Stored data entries

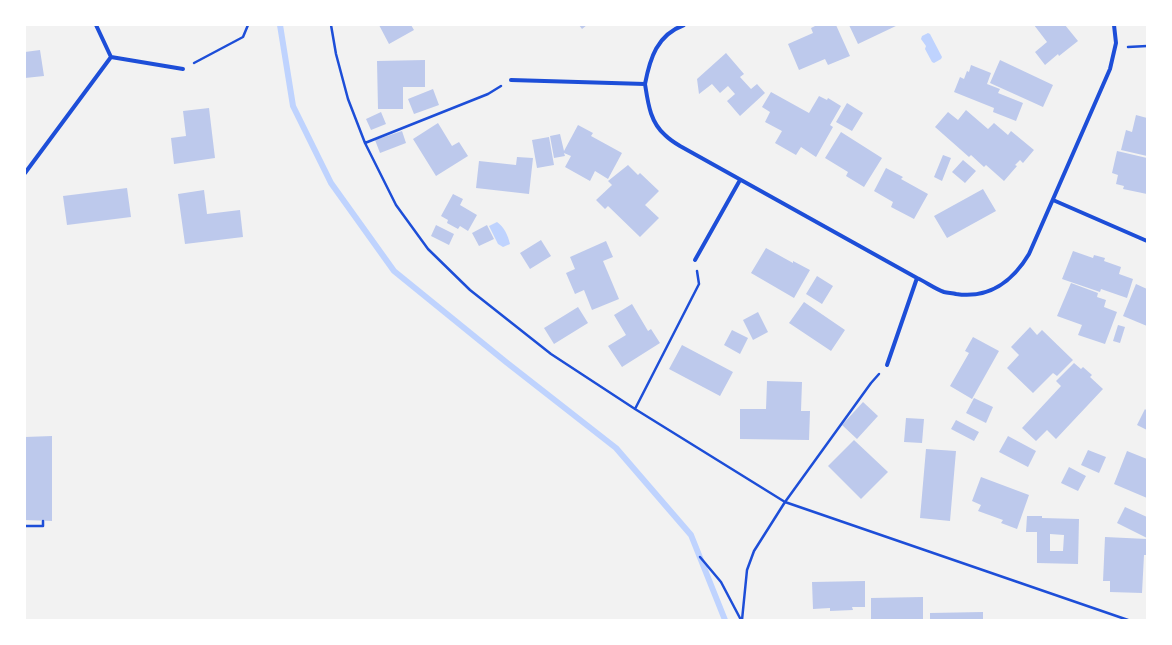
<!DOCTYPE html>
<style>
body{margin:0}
#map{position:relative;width:1172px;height:645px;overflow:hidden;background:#f2f2f2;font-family:Overpass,sans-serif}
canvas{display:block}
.frame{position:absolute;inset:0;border:26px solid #fff;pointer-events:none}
</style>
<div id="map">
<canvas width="1172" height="645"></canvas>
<div class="frame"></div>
</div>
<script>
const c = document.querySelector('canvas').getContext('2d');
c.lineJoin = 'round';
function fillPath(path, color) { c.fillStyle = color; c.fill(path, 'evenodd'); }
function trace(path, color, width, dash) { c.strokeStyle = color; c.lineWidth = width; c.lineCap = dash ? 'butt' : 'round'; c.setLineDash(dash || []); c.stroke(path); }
fillPath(new Path2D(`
 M928,33L930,34L942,57L941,59L934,63L932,62L925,49L926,46L921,39L922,36Z
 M497,222C504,227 508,235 510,244L503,247L498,244L489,226Z`), '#bfd3fe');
trace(new Path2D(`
 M280,25L293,106L331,183L394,271L506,362L616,448L691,535L725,620`), '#bfd3fe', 6);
fillPath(new Path2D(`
 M379,25H411L414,30L389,44Z
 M579,25H587L582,29Z
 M817,25H836L850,56L828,65L825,59L799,70L788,44L813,33L811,28Z
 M849,25H898L858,44Z
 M1034,25H1065L1078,41L1059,56L1058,54L1045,65L1035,52L1047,42Z
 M40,50L44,76L25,78V52Z
 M726,53L744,74L740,77L751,89L757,84L765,93L740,116L727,101L735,94L728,86L720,93L712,84L699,94L697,79Z
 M425,60V87H403V109H378L377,61Z
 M1000,60L1053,85L1043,107L990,83Z
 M971,65L991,73L987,84L1000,89L998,93L1023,103L1016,121L993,112L994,108L954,92L960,77L964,79L967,71L969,72Z
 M433,89L439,105L414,114L408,99Z
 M771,92L809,113L819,96L827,100L828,98L841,106L830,125L833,127L816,157L801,147L796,155L775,143L782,131L765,122L770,112L762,107Z
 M847,103L863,113L852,131L836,122Z
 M209,108L215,158L174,164L171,138L186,136L183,111Z
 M966,110L988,129L994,123L1008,135L1011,131L1034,150L1023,163L1020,160L1015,165L1017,166L1004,181L986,165L984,167L971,155L969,157L935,127L948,112L958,120Z
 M381,112L386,124L371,130L366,119Z
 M1136,115L1147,118V156L1121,150L1126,130L1132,132Z
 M438,123L452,146L459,142L468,156L436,176L413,139Z
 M578,125L593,133L591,136L622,153L608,179L595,171L590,181L565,167L571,156L564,153L565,156L554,158L550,136L560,134L564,151Z
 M402,131L406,143L380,153L375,140Z
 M841,132L882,158L864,187L846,176L848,172L825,158Z
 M549,137L554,165L537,168L532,140Z
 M1117,151L1147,158V194L1123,189L1124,186L1116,184L1118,175L1112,173Z
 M943,155L951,158L942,181L934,177Z
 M517,157L533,158L529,194L476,188L479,161L516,165Z
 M963,160L976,171L965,183L952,172Z
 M628,165L638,175L640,173L659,191L645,205L659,218L640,237L608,206L605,209L596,200L612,185L608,181Z
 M886,168L903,177L901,179L928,194L914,219L891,207L893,202L874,191Z
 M127,188L131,217L67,225L63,196Z
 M983,189L996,211L947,238L934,216Z
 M204,190L207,214L240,210L243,237L185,244L178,194Z
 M453,194L463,199L460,205L477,215L468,231L460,226L458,229L447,223L448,220L441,216Z
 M436,225L454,234L449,245L431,236Z
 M487,225L494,239L479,246L472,233Z
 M541,240L551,256L530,269L520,253Z
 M606,241L613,257L603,261L619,299L592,310L584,290L575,294L566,273L575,269L570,257Z
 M766,248L793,263V261L810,270L794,298L751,273Z
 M1073,251L1093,258L1094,255L1105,258L1104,261L1121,267L1119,274L1133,279L1127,298L1101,289L1100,292L1062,279Z
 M817,276L833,286L822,304L806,294Z
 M1071,283L1098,293L1097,297L1106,300L1104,307L1117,312L1105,344L1078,335L1082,325L1057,316Z
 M1136,284L1147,289V326L1123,316Z
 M804,302L845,330L831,351L789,323Z
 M632,304L648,331L651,329L660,343L622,367L608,346L626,335L614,315Z
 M578,307L588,323L554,344L544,328Z
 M758,312L768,332L753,340L743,320Z
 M1118,325L1125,327L1120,343L1113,341Z
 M1030,327L1037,335L1042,330L1073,360L1057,376L1053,373L1033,393L1007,368L1019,355L1011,347Z
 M732,330L748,338L740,354L724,345Z
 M973,337L999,351L972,399L950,386L969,353L965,351Z
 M682,345L733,372L720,396L669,369Z
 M1074,363L1081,369L1083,367L1092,375L1090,377L1103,389L1056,439L1047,430L1036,441L1022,428L1061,386L1056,381Z
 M767,381L802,382L801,411H810L809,440L740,439V409H766Z
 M974,398L993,407L986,423L966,413Z
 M863,402L878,416L857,439L842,425Z
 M1145,409L1147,411V430L1137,425Z
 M906,418L924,419L922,443L904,442Z
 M956,420L979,432L974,441L951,429Z
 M52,436V521L25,520V437Z
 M1008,436L1036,451L1028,467L999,452Z
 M854,440L888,472L861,499L828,466Z
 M926,449L956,451L950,521L920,518Z
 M1088,450L1106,457L1099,473L1081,465Z
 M1127,451L1147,459V498L1114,484Z
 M1069,467L1086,476L1078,491L1061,483Z
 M981,477L1029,495L1017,529L1001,523L1003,520L978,511L981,505L972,501Z
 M1125,507L1147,517V538L1117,523Z
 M1027,516H1042V518L1079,519L1078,564L1037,563V532H1026ZM1050,534L1064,535L1063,551H1050Z
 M1105,537L1147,539V555H1144L1142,593L1110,592V581H1103Z
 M865,581V607H852L853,610L830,611V608L813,609L812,582Z
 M923,597V620H871V598Z
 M983,612V620H930V613Z`), '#bdc9ec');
trace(new Path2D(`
 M331,25L336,54L348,99L365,143L396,205L428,249L470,290L551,354L635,409L785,502L1128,620
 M1128,47L1147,46
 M194,63L243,37L248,25
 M365,143L488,94L501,86
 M635,409L699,284L697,271
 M25,526H43V521
 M700,557L721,582L741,620
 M742,620L747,570L754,551L785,502L871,383L879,374`), '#1d4ed8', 2.5);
trace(new Path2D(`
 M96,25L111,57
 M511,80L645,84C650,58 657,35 684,25
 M645,84C648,103 650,122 665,135C670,140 675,143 680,146L917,278L887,365
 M25,173L111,57L183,69
 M1053,200L1147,241
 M695,260L740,180
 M917,278C926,282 935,289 944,292C948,293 953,293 956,294C989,299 1013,281 1029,254L1110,69L1116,43L1114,25`), '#1d4ed8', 4);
</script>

WORK ITEM —
Could you return the lines in the entries above that contain "canvas"?

YOUR RESPONSE —
canvas{display:block}
<canvas width="1172" height="645"></canvas>
const c = document.querySelector('canvas').getContext('2d');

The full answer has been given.